__WHAT THE TASK REQUIRES__
Word for word, repeat the entries, minus the pictures.

__RECORDS FOR THE EXERCISE__

___

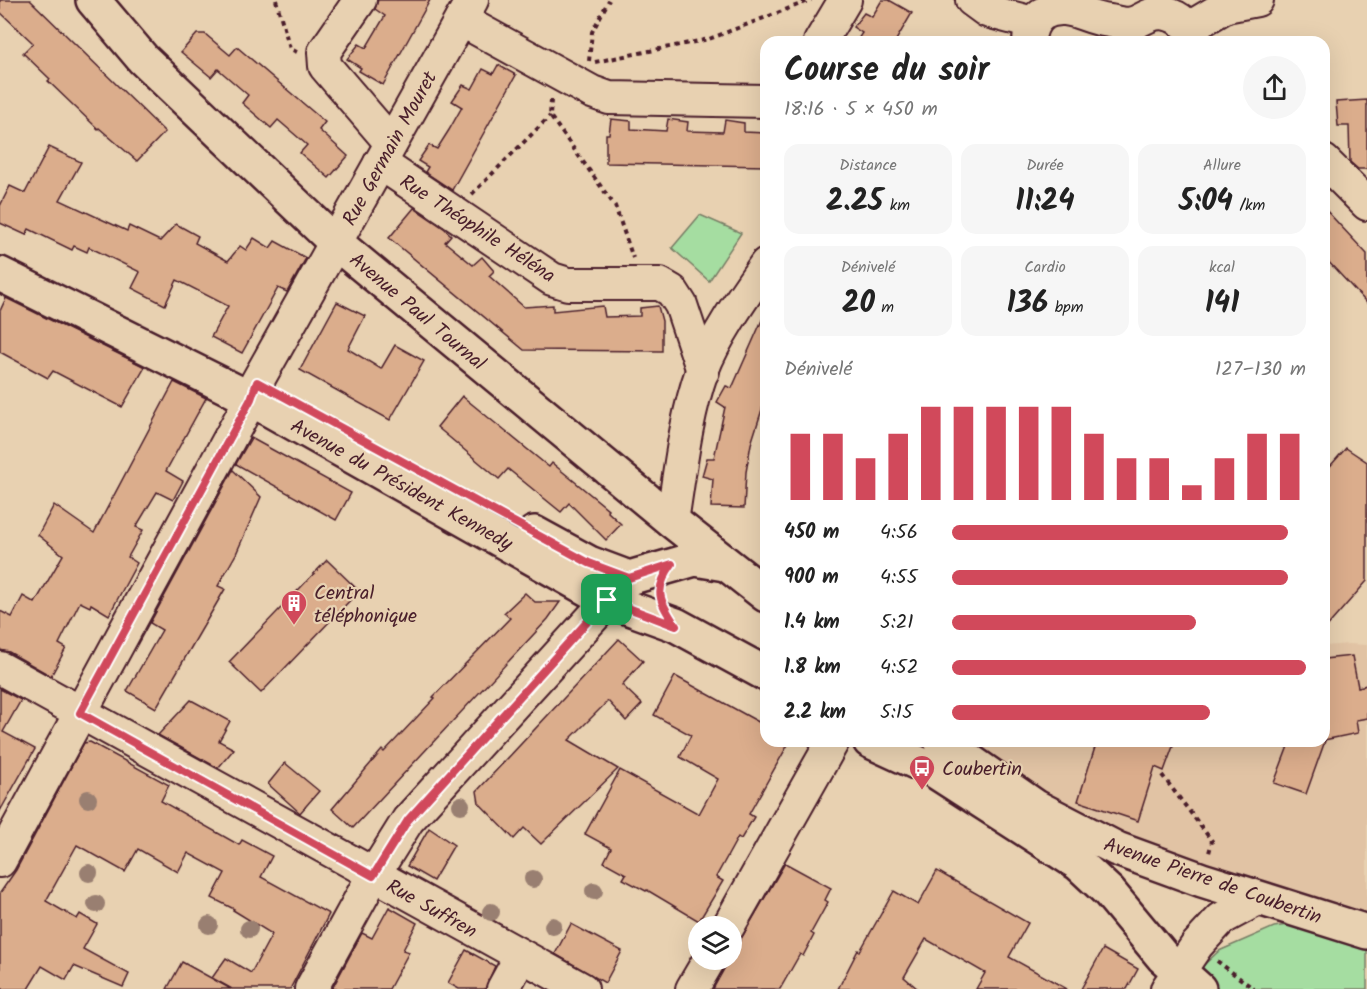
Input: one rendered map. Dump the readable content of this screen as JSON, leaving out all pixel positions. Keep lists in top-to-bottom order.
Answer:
{
  "streets": {
    "main road": ["Avenue Paul Tournal", "Avenue du Président Kennedy", "Avenue Pierre de Coubertin"],
    "street": ["Rue Germain Mouret", "Rue Théophile Héléna", "Rue Suffren"]
  },
  "crossings": [
    ["Rue Germain Mouret", "Rue Théophile Héléna"],
    ["Rue Germain Mouret", "Avenue Paul Tournal"],
    ["Rue Germain Mouret", "Avenue du Président Kennedy"],
    ["Rue Germain Mouret", "Rue Suffren"]
  ],
  "places": {
    "building": ["Central téléphonique"],
    "bus stop": ["Coubertin"]
  },
  "page": {
    "heading": ["Course du soir", "18:16 · 5 × 450 m"],
    "stats": [
      ["Distance", "2.25 km"],
      ["Durée", "11:24"],
      ["Allure", "5:04 /km"],
      ["Dénivelé", "20 m"],
      ["Cardio", "136 bpm"],
      ["kcal", "141"]
    ],
    "chart": ["Dénivelé", "127–130 m"],
    "list": [
      {
        "name": "450 m",
        "note": "4:56"
      },
      {
        "name": "900 m",
        "note": "4:55"
      },
      {
        "name": "1.4 km",
        "note": "5:21"
      },
      {
        "name": "1.8 km",
        "note": "4:52"
      },
      {
        "name": "2.2 km",
        "note": "5:15"
      }
    ]
  }
}
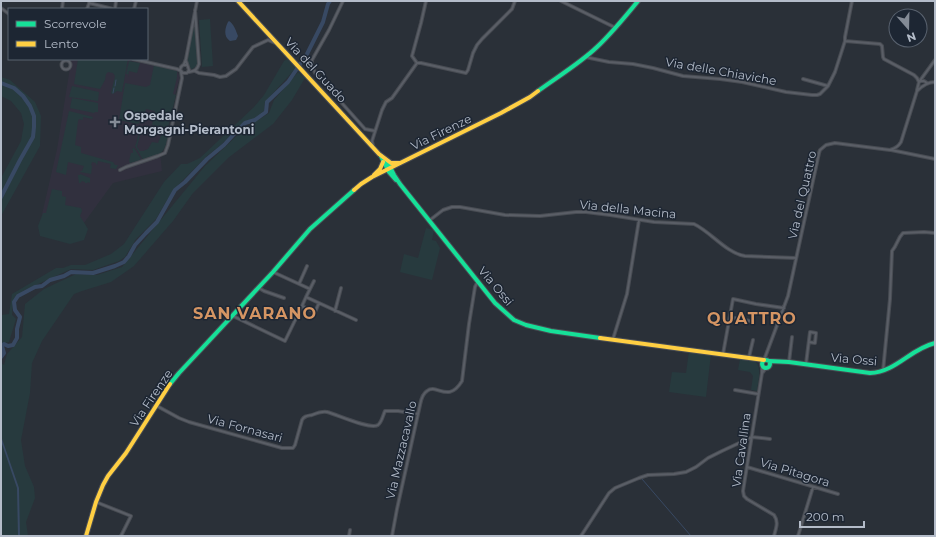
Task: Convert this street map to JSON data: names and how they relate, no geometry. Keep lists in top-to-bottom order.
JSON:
{
  "streets": {
    "street": [
      "Via del Guado",
      "Via delle Chiaviche",
      "Via Firenze",
      "Via del Quattro",
      "Via della Macina",
      "Via Ossi",
      "Via Fornasari",
      "Via Mazzacavallo",
      "Via Cavallina",
      "Via Pitagora"
    ]
  },
  "crossings": [
    ["Via del Guado", "Via Firenze"],
    ["Via del Guado", "Via Ossi"],
    ["Via delle Chiaviche", "Via Firenze"],
    ["Via Firenze", "Via Ossi"],
    ["Via Firenze", "Via Fornasari"],
    ["Via del Quattro", "Via della Macina"],
    ["Via del Quattro", "Via Ossi"],
    ["Via del Quattro", "Via Cavallina"],
    ["Via della Macina", "Via Ossi"],
    ["Via Ossi", "Via Mazzacavallo"],
    ["Via Ossi", "Via Cavallina"],
    ["Via Fornasari", "Via Mazzacavallo"],
    ["Via Cavallina", "Via Pitagora"]
  ],
  "districts": ["SAN VARANO", "QUATTRO"],
  "places": {
    "health": ["Ospedale Morgagni-Pierantoni"]
  },
  "legend": ["Scorrevole", "Lento"],
  "scale_bar": "200 m",
  "north": "bottom"
}
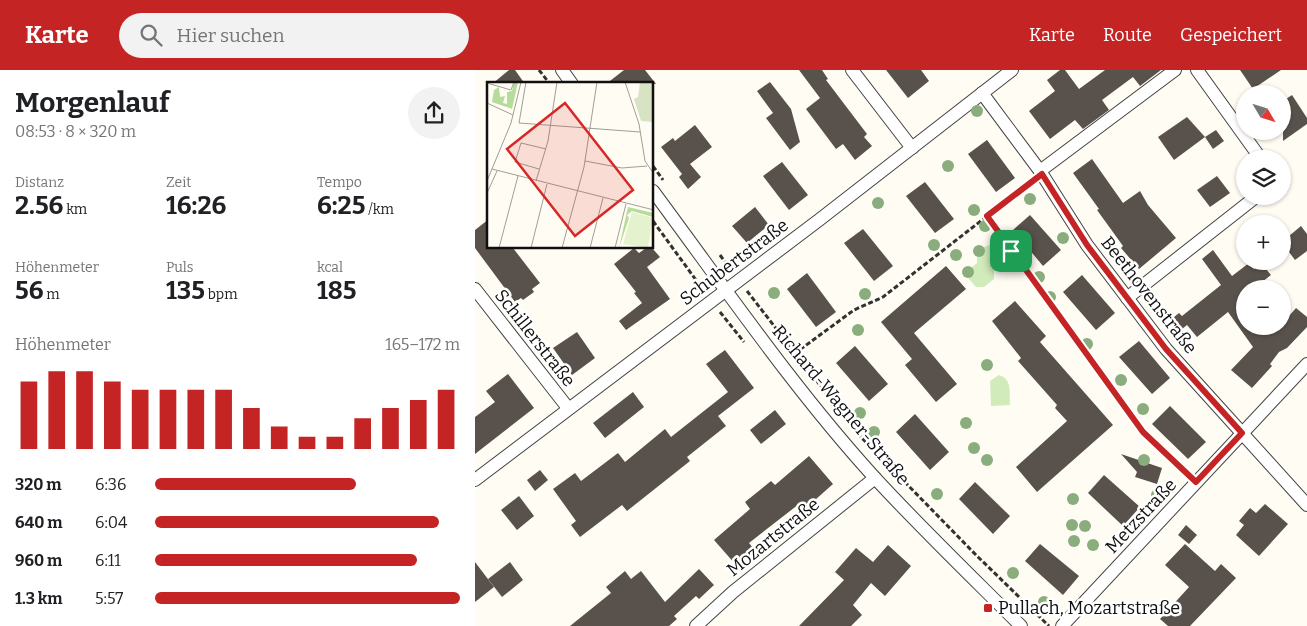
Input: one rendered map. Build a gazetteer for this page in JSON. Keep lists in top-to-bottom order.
{
  "streets": {
    "street": [
      "Schubertstraße",
      "Beethovenstraße",
      "Schillerstraße",
      "Richard-Wagner-Straße",
      "Metzstraße",
      "Mozartstraße"
    ]
  },
  "crossings": [
    ["Schubertstraße", "Beethovenstraße"],
    ["Schubertstraße", "Schillerstraße"],
    ["Schubertstraße", "Richard-Wagner-Straße"],
    ["Beethovenstraße", "Metzstraße"],
    ["Richard-Wagner-Straße", "Mozartstraße"]
  ],
  "places": {
    "transit": ["Pullach, Mozartstraße"]
  },
  "north": "bottom right",
  "page": {
    "header": "Karte",
    "search": "Hier suchen",
    "nav": ["Karte", "Route", "Gespeichert"],
    "heading": ["Morgenlauf", "08:53 · 8 × 320 m"],
    "map_buttons": ["+", "−"],
    "stats": [
      ["Distanz", "2.56 km"],
      ["Zeit", "16:26"],
      ["Tempo", "6:25 /km"],
      ["Höhenmeter", "56 m"],
      ["Puls", "135 bpm"],
      ["kcal", "185"]
    ],
    "chart": ["Höhenmeter", "165–172 m"],
    "list": [
      {
        "name": "320 m",
        "note": "6:36"
      },
      {
        "name": "640 m",
        "note": "6:04"
      },
      {
        "name": "960 m",
        "note": "6:11"
      },
      {
        "name": "1.3 km",
        "note": "5:57"
      }
    ]
  }
}
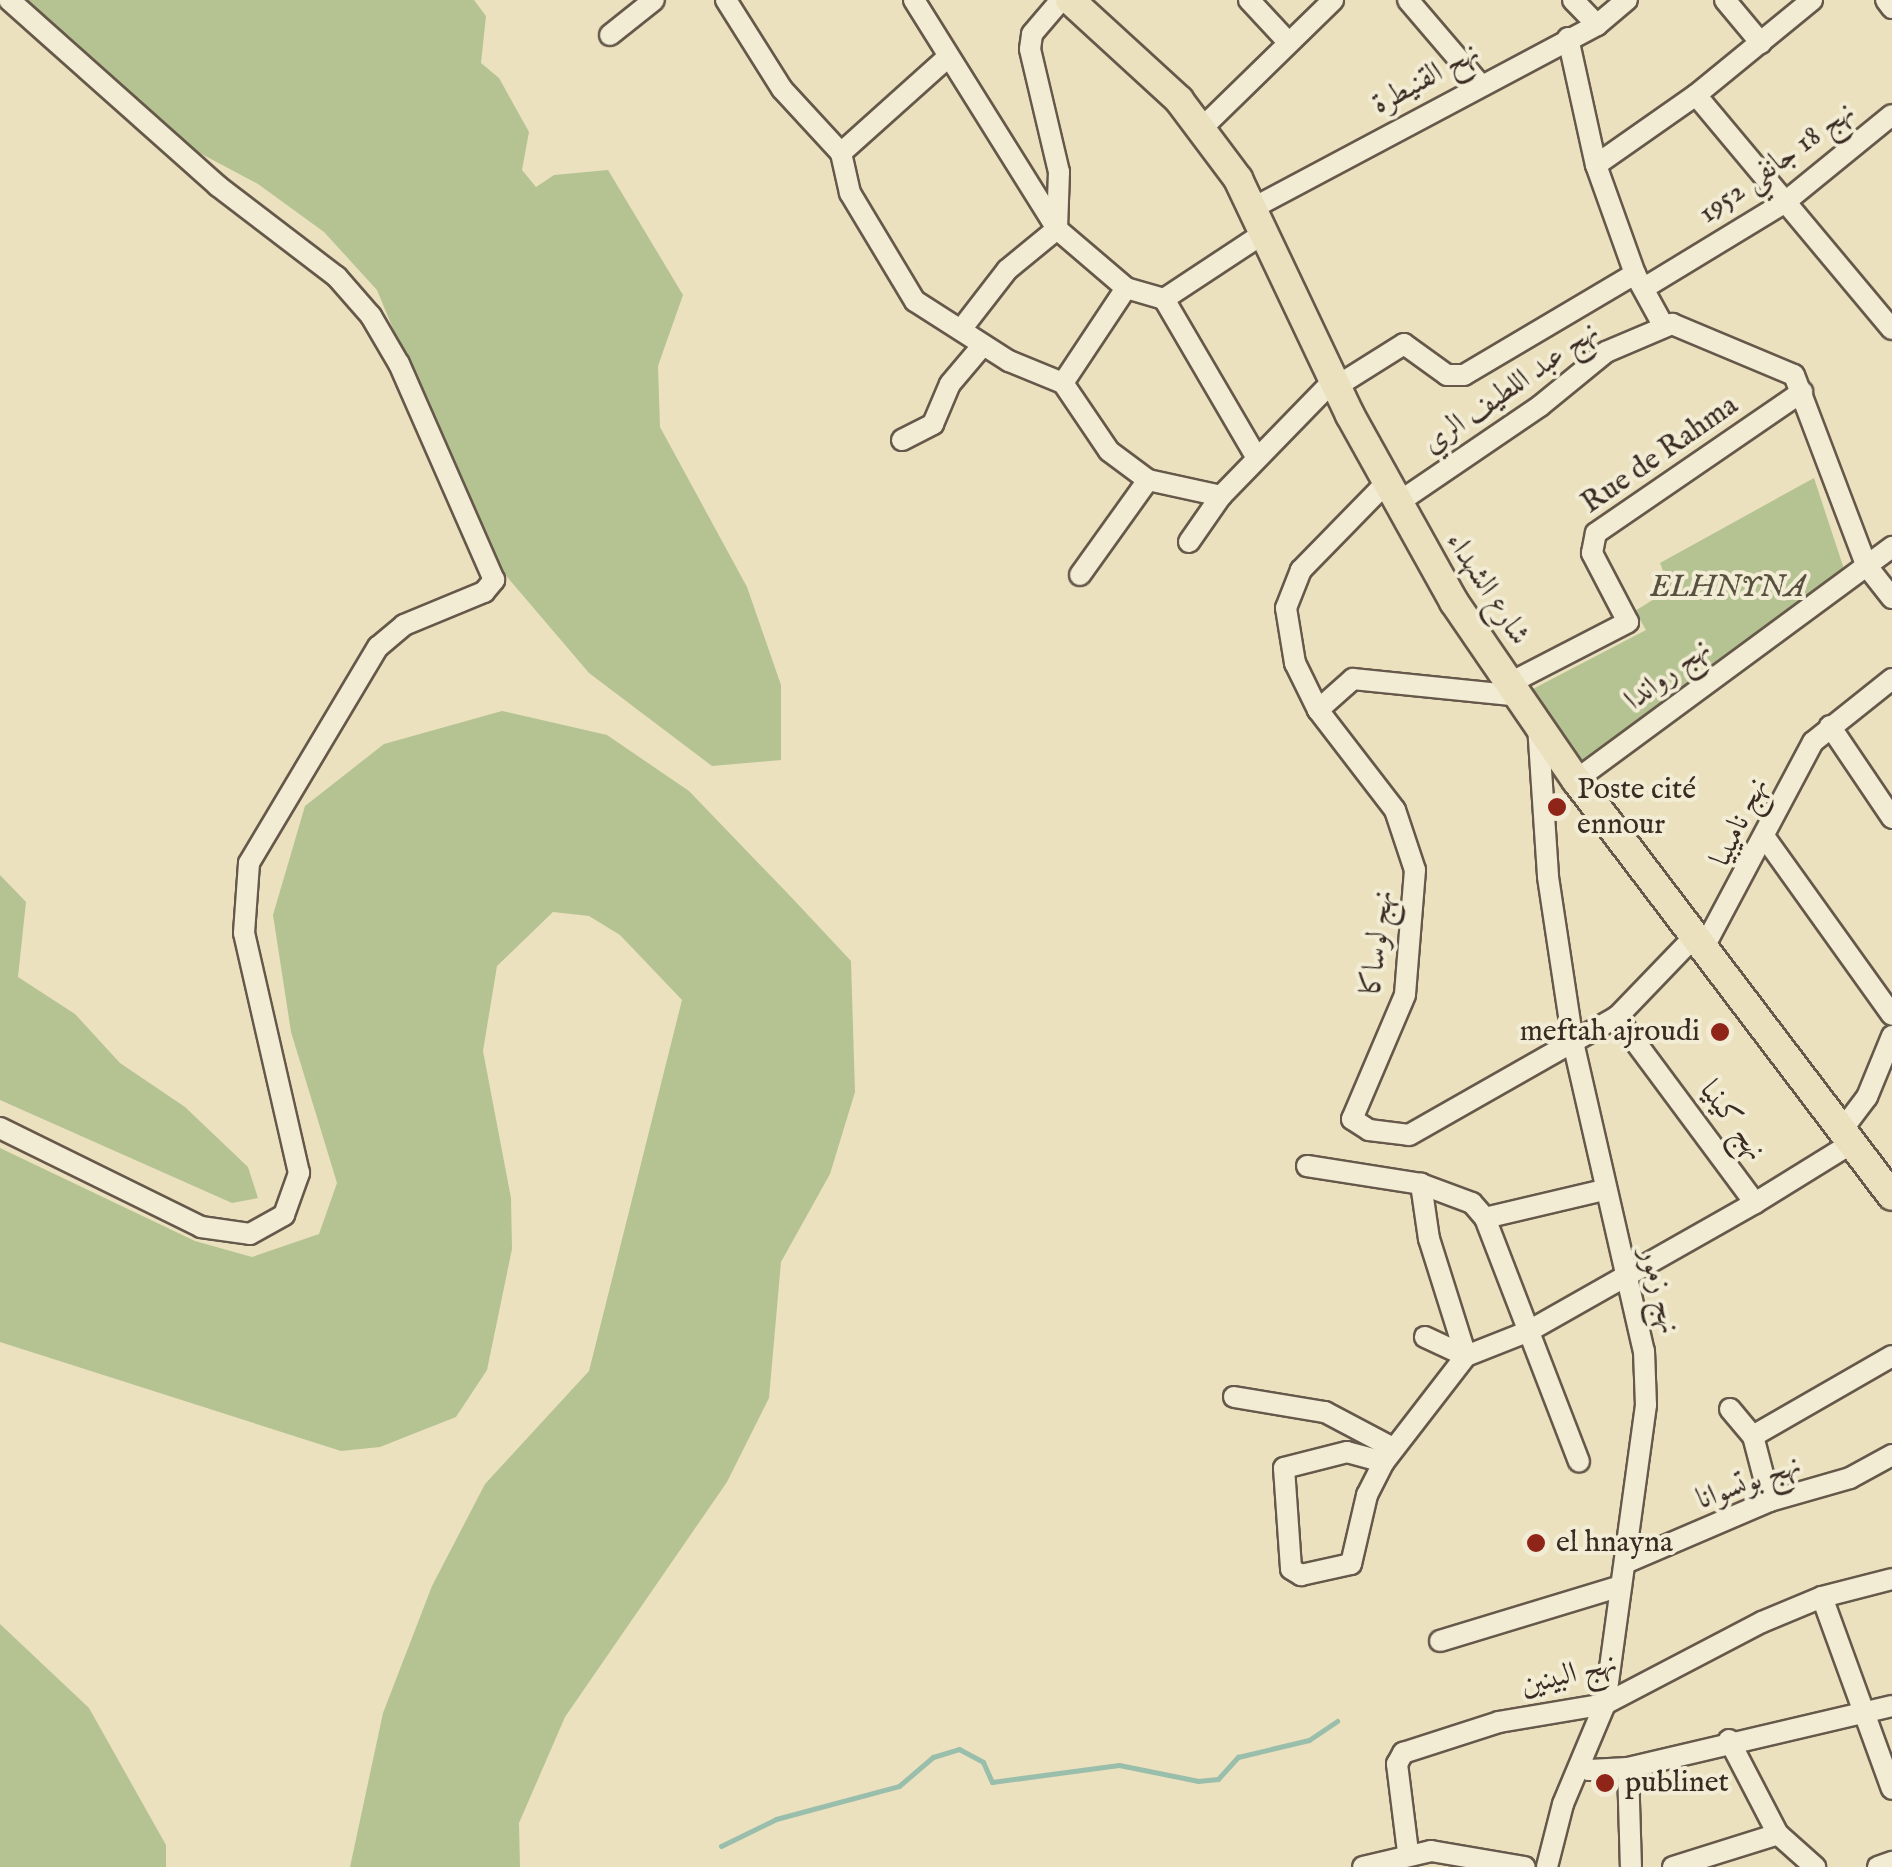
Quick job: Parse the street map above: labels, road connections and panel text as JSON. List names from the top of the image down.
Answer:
{
  "streets": {
    "main road": ["شارع الشهداء"],
    "street": [
      "نهح القنيطرة",
      "نهج 18 جانفي 1952",
      "نهج عبد اللطيف الري",
      "Rue de Rahma",
      "نهج رواندا",
      "نهج ناميبيا",
      "نهج لوساكا",
      "نهج كينيا",
      "نهج زمور",
      "نهج بوتسوانا",
      "نهج البينين"
    ]
  },
  "crossings": [
    ["نهح القنيطرة", "شارع الشهداء"],
    ["نهج 18 جانفي 1952", "شارع الشهداء"],
    ["نهج عبد اللطيف الري", "شارع الشهداء"],
    ["نهج عبد اللطيف الري", "نهج لوساكا"],
    ["Rue de Rahma", "شارع الشهداء"],
    ["شارع الشهداء", "نهج رواندا"],
    ["شارع الشهداء", "نهج ناميبيا"],
    ["شارع الشهداء", "نهج لوساكا"],
    ["شارع الشهداء", "نهج زمور"],
    ["نهج ناميبيا", "نهج لوساكا"],
    ["نهج لوساكا", "نهج كينيا"],
    ["نهج لوساكا", "نهج زمور"],
    ["نهج كينيا", "نهج زمور"],
    ["نهج زمور", "نهج بوتسوانا"],
    ["نهج زمور", "نهج البينين"]
  ],
  "parks": ["ELHNYNA"],
  "places": [
    "Poste cité ennour",
    "meftah ajroudi",
    "el hnayna",
    "publinet"
  ]
}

___

__TASK ANSWER__
Input: one rendered map. Dump the readable content of this screen as JSON, leaving out all pixel positions. Keep lists in top-to-bottom order.
Answer:
{
  "streets": {
    "main road": ["Avenue Paul Tournal", "Avenue du Président Kennedy", "Avenue Pierre de Coubertin"],
    "street": ["Rue Germain Mouret", "Rue Théophile Héléna", "Rue Suffren"]
  },
  "crossings": [
    ["Rue Germain Mouret", "Rue Théophile Héléna"],
    ["Rue Germain Mouret", "Avenue Paul Tournal"],
    ["Rue Germain Mouret", "Avenue du Président Kennedy"],
    ["Rue Germain Mouret", "Rue Suffren"]
  ],
  "places": {
    "building": ["Central téléphonique"],
    "bus stop": ["Coubertin"]
  },
  "page": {
    "heading": ["Course du soir", "18:16 · 5 × 450 m"],
    "stats": [
      ["Distance", "2.25 km"],
      ["Durée", "11:24"],
      ["Allure", "5:04 /km"],
      ["Dénivelé", "20 m"],
      ["Cardio", "136 bpm"],
      ["kcal", "141"]
    ],
    "chart": ["Dénivelé", "127–130 m"],
    "list": [
      {
        "name": "450 m",
        "note": "4:56"
      },
      {
        "name": "900 m",
        "note": "4:55"
      },
      {
        "name": "1.4 km",
        "note": "5:21"
      },
      {
        "name": "1.8 km",
        "note": "4:52"
      },
      {
        "name": "2.2 km",
        "note": "5:15"
      }
    ]
  }
}
Task: Convert this street map to JSON data: names and how they relate, no geometry. Keep lists in top-to-bottom order.
JSON:
{
  "streets": {
    "street": [
      "Via del Guado",
      "Via delle Chiaviche",
      "Via Firenze",
      "Via del Quattro",
      "Via della Macina",
      "Via Ossi",
      "Via Fornasari",
      "Via Mazzacavallo",
      "Via Cavallina",
      "Via Pitagora"
    ]
  },
  "crossings": [
    ["Via del Guado", "Via Firenze"],
    ["Via del Guado", "Via Ossi"],
    ["Via delle Chiaviche", "Via Firenze"],
    ["Via Firenze", "Via Ossi"],
    ["Via Firenze", "Via Fornasari"],
    ["Via del Quattro", "Via della Macina"],
    ["Via del Quattro", "Via Ossi"],
    ["Via del Quattro", "Via Cavallina"],
    ["Via della Macina", "Via Ossi"],
    ["Via Ossi", "Via Mazzacavallo"],
    ["Via Ossi", "Via Cavallina"],
    ["Via Fornasari", "Via Mazzacavallo"],
    ["Via Cavallina", "Via Pitagora"]
  ],
  "districts": ["SAN VARANO", "QUATTRO"],
  "places": {
    "health": ["Ospedale Morgagni-Pierantoni"]
  },
  "legend": ["Scorrevole", "Lento"],
  "scale_bar": "200 m",
  "north": "bottom"
}
Input: one rendered map. Build a gazetteer for this page in JSON. Keep lists in top-to-bottom order.
{
  "streets": {
    "street": [
      "Schubertstraße",
      "Beethovenstraße",
      "Schillerstraße",
      "Richard-Wagner-Straße",
      "Metzstraße",
      "Mozartstraße"
    ]
  },
  "crossings": [
    ["Schubertstraße", "Beethovenstraße"],
    ["Schubertstraße", "Schillerstraße"],
    ["Schubertstraße", "Richard-Wagner-Straße"],
    ["Beethovenstraße", "Metzstraße"],
    ["Richard-Wagner-Straße", "Mozartstraße"]
  ],
  "places": {
    "transit": ["Pullach, Mozartstraße"]
  },
  "north": "bottom right",
  "page": {
    "header": "Karte",
    "search": "Hier suchen",
    "nav": ["Karte", "Route", "Gespeichert"],
    "heading": ["Morgenlauf", "08:53 · 8 × 320 m"],
    "map_buttons": ["+", "−"],
    "stats": [
      ["Distanz", "2.56 km"],
      ["Zeit", "16:26"],
      ["Tempo", "6:25 /km"],
      ["Höhenmeter", "56 m"],
      ["Puls", "135 bpm"],
      ["kcal", "185"]
    ],
    "chart": ["Höhenmeter", "165–172 m"],
    "list": [
      {
        "name": "320 m",
        "note": "6:36"
      },
      {
        "name": "640 m",
        "note": "6:04"
      },
      {
        "name": "960 m",
        "note": "6:11"
      },
      {
        "name": "1.3 km",
        "note": "5:57"
      }
    ]
  }
}
Quick job: Parse the street map above: labels, road connections and panel text as JSON. List names from the top of the image down.
Answer:
{
  "streets": {
    "main road": ["شارع الشهداء"],
    "street": [
      "نهح القنيطرة",
      "نهج 18 جانفي 1952",
      "نهج عبد اللطيف الري",
      "Rue de Rahma",
      "نهج رواندا",
      "نهج ناميبيا",
      "نهج لوساكا",
      "نهج كينيا",
      "نهج زمور",
      "نهج بوتسوانا",
      "نهج البينين"
    ]
  },
  "crossings": [
    ["نهح القنيطرة", "شارع الشهداء"],
    ["نهج 18 جانفي 1952", "شارع الشهداء"],
    ["نهج عبد اللطيف الري", "شارع الشهداء"],
    ["نهج عبد اللطيف الري", "نهج لوساكا"],
    ["Rue de Rahma", "شارع الشهداء"],
    ["شارع الشهداء", "نهج رواندا"],
    ["شارع الشهداء", "نهج ناميبيا"],
    ["شارع الشهداء", "نهج لوساكا"],
    ["شارع الشهداء", "نهج زمور"],
    ["نهج ناميبيا", "نهج لوساكا"],
    ["نهج لوساكا", "نهج كينيا"],
    ["نهج لوساكا", "نهج زمور"],
    ["نهج كينيا", "نهج زمور"],
    ["نهج زمور", "نهج بوتسوانا"],
    ["نهج زمور", "نهج البينين"]
  ],
  "parks": ["ELHNYNA"],
  "places": [
    "Poste cité ennour",
    "meftah ajroudi",
    "el hnayna",
    "publinet"
  ]
}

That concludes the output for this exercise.